A US defence official said the US advisors would be prepared to help the Iraqi security forces by providing advice on how to move through the center of Ramadi over the next several weeks.

For President Barack Obama, who has spent much of his time in office pulling US troops out of wars he inherited and who is deeply averse to being dragged into another Middle East ground war, deployment of advisors and use of attack helicopters are both examples of an increased willingness to expose US troops to risk.

Obama is under mounting pressure to escalate America’s military role in Iraq and Syria, particularly after the Nov 13 assaults in Paris that killed 130 people, claimed by Islamic State, and last week’s paramilitary-style attack in California by a couple believed by authorities to have been inspired by Islamist militancy.

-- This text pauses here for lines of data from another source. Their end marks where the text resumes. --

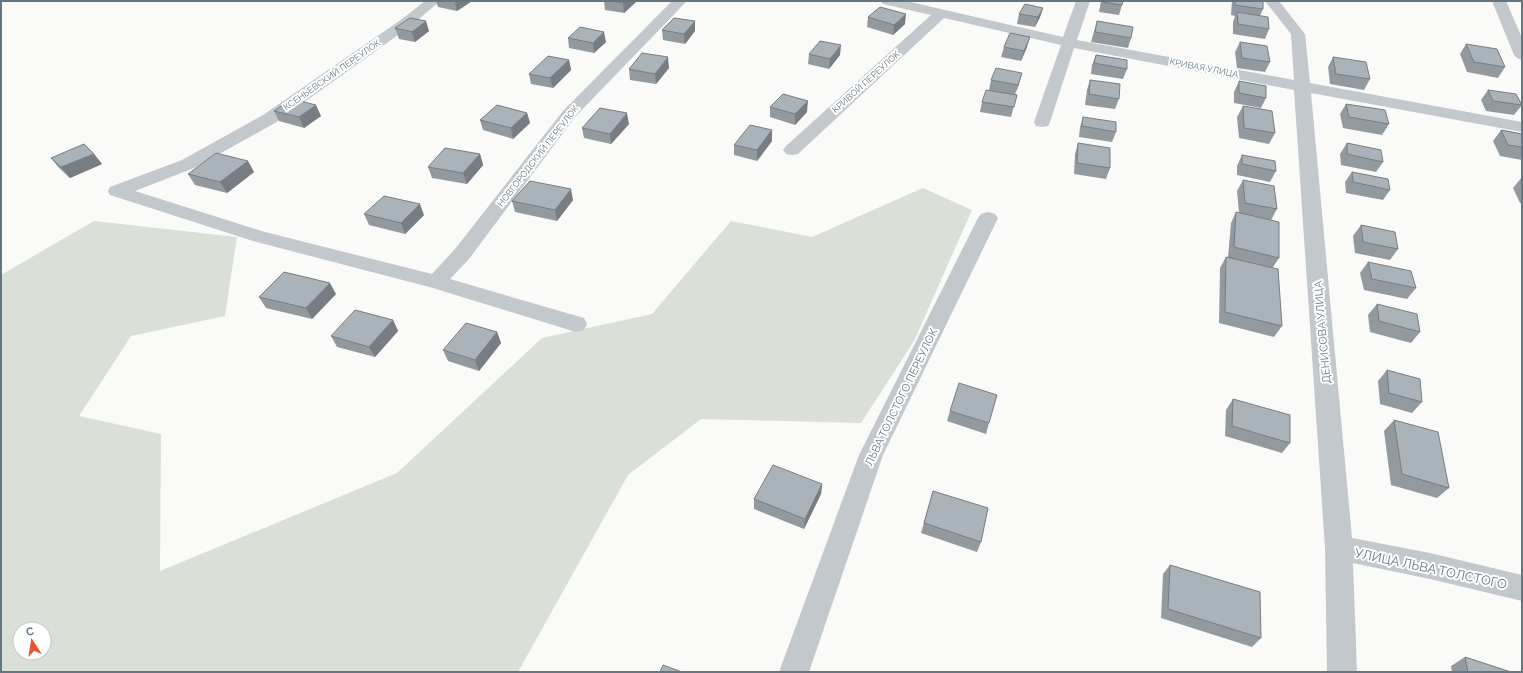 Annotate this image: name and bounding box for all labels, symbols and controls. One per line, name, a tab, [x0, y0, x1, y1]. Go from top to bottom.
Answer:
street label: КСЕНЬЕВСКИЙ ПЕРЕУЛОК	[281, 37, 383, 112]
street label: КРИВОЙ ПЕРЕУЛОК	[829, 48, 902, 115]
street label: КРИВАЯ УЛИЦА	[1169, 56, 1239, 80]
street label: НОВГОРОДСКИЙ ПЕРЕУЛОК	[495, 103, 581, 208]
street label: ДЕНИСОВА УЛИЦА	[1311, 280, 1333, 384]
street label: ЛЬВА ТОЛСТОГО ПЕРЕУЛОК	[862, 326, 940, 468]
street label: УЛИЦА ЛЬВА ТОЛСТОГО	[1353, 545, 1509, 592]
north arrow	[12, 621, 52, 661]
text: С	[25, 624, 36, 639] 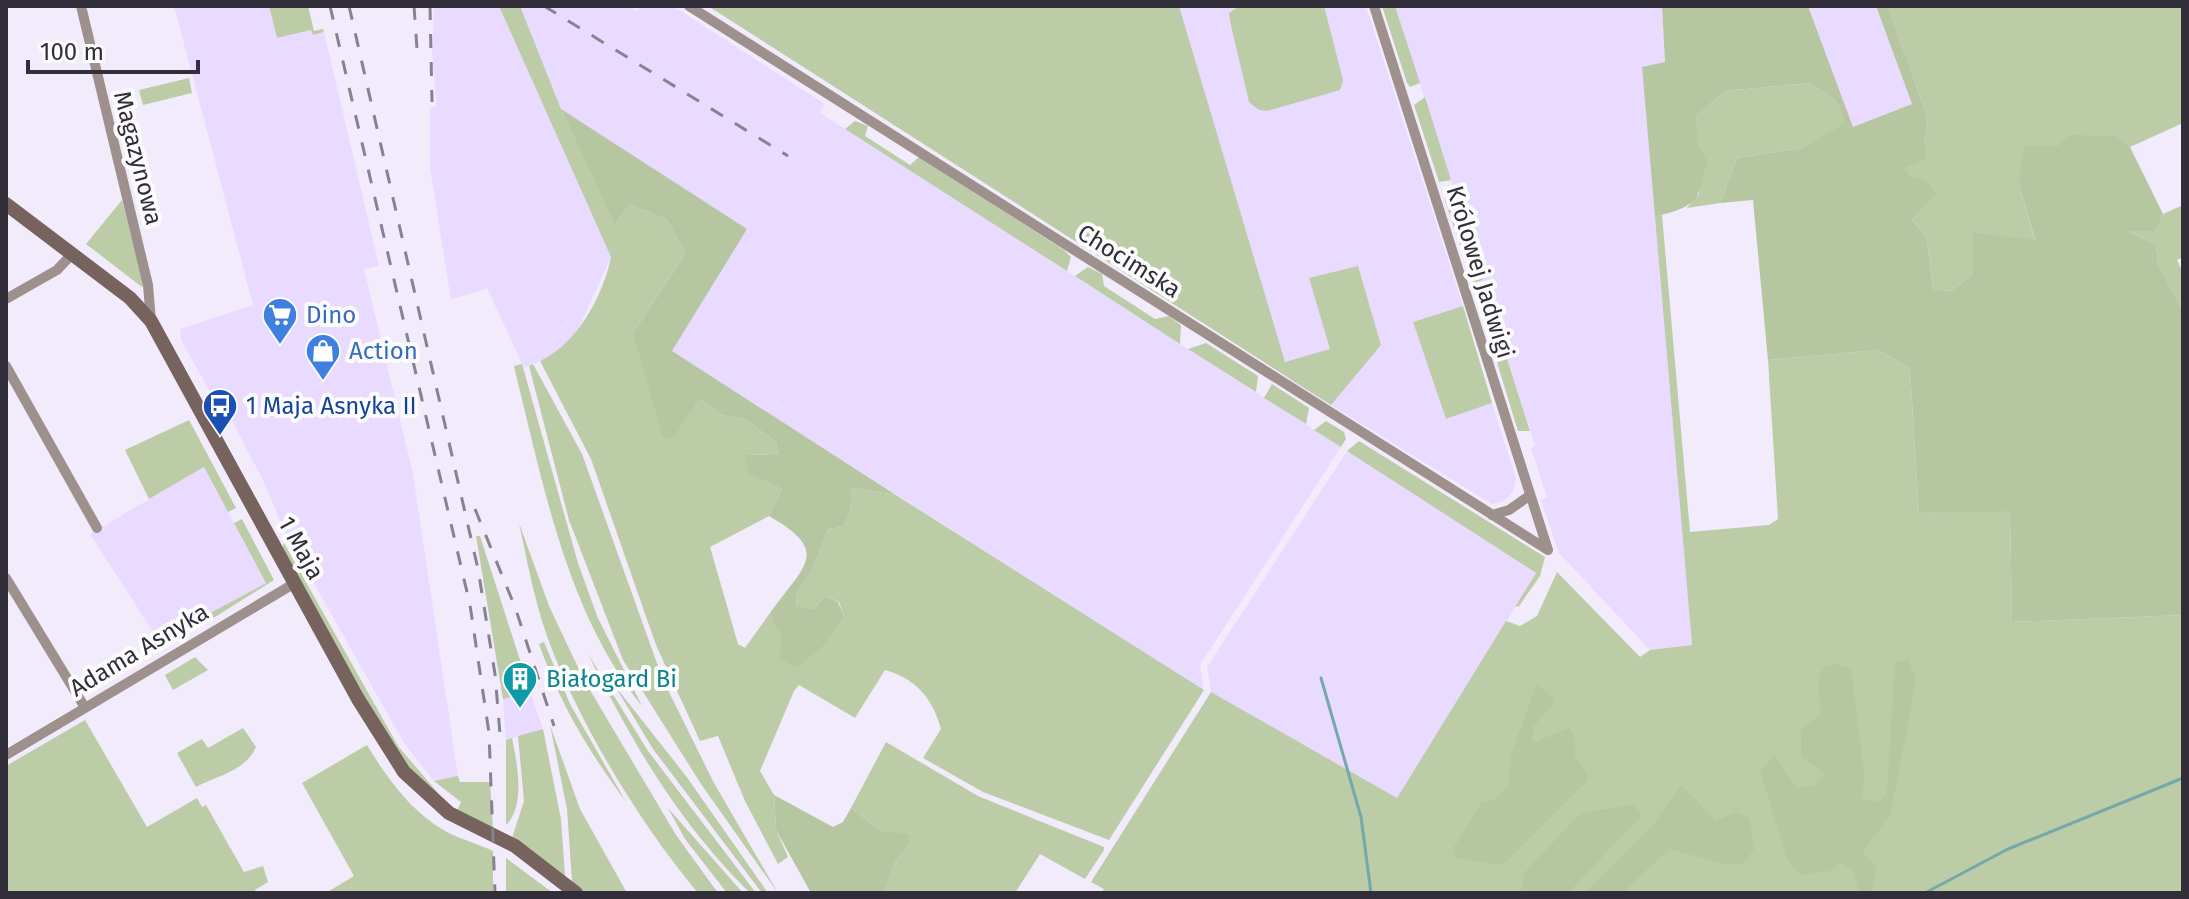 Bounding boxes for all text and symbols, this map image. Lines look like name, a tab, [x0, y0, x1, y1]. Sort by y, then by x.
scale bar	[28, 24, 198, 74]
text: 100 m	[40, 38, 104, 66]
street label: Magazynowa	[108, 88, 168, 228]
street label: Królowej Jadwigi	[1440, 182, 1520, 362]
street label: Chocimska	[1072, 218, 1186, 304]
supermarket icon: Dino	[261, 296, 299, 346]
place label: Dino	[306, 301, 356, 329]
shop icon: Action	[304, 332, 342, 382]
place label: Action	[349, 337, 418, 365]
bus stop icon: 1 Maja Asnyka II	[201, 387, 239, 437]
place label: 1 Maja Asnyka II	[246, 392, 417, 420]
street label: 1 Maja	[272, 511, 330, 585]
street label: Adama Asnyka	[65, 598, 213, 702]
building icon: Białogard Bi	[501, 660, 539, 710]
place label: Białogard Bi	[546, 665, 677, 693] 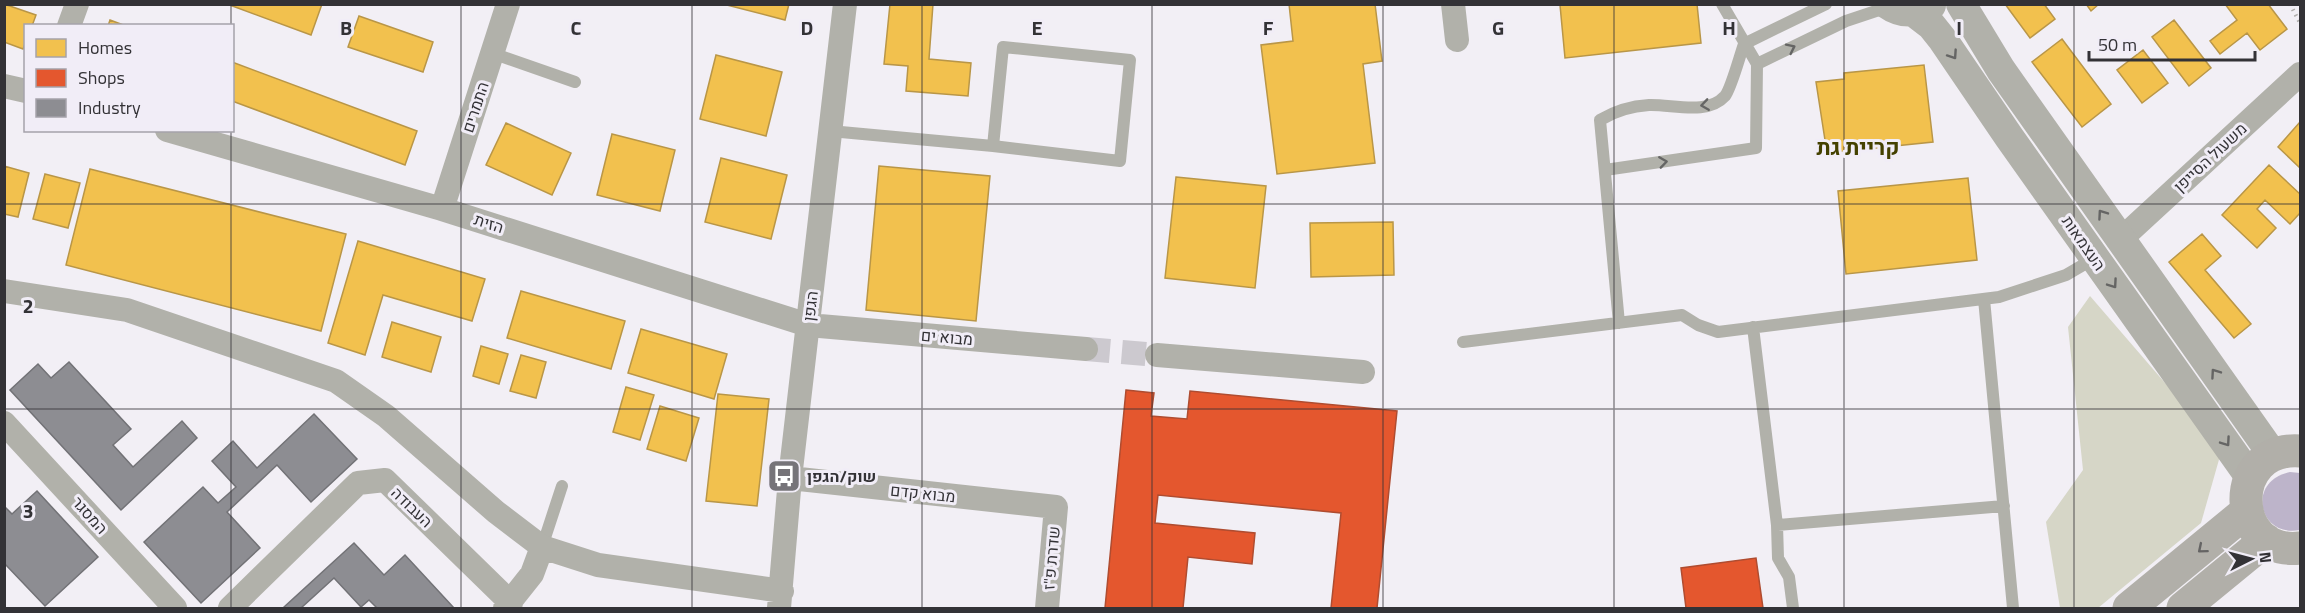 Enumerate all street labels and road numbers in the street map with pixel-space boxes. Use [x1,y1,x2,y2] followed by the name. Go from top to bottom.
[455,78,495,136] street label: התמרים
[2168,117,2252,197] street label: משעול הסייפן
[471,207,507,239] street label: הזית
[2056,211,2112,275] street label: העצמאות
[796,290,824,322] street label: הגפן
[920,323,974,351] street label: מבוא ים
[889,478,957,508] street label: מבוא קדם
[386,481,438,533] street label: העבודה
[66,491,114,539] street label: המסגר
[1036,525,1066,591] street label: שדרת פ"ז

“These attacks make it clear that ISIL’s threat against our homeland is real, direct, and growing, that we are not winning this war and that time is not on our side,” said Senator John McCain, the Republican chairman of the Senate committee.

The United States last week announced plans to deploy elite American military teams to Iraq to conduct raids against Islamic State there and in neighboring Syria. That followed an October announcement that it would send dozens of special operations forces to Syria to coordinate with local rebels.

Carter told the Senate hearing that he was in touch with coalition partners to ask them to contribute special operations forces. The United States also sought other capabilities, like strike and spy aircraft, weapons and munitions.

But he expressed frustration with Arab allies, who he believed could make additional contributions in the effort against (IS).

“I too wish that particularly the Sunni Arab nations of the Gulf would do more,” Carter said.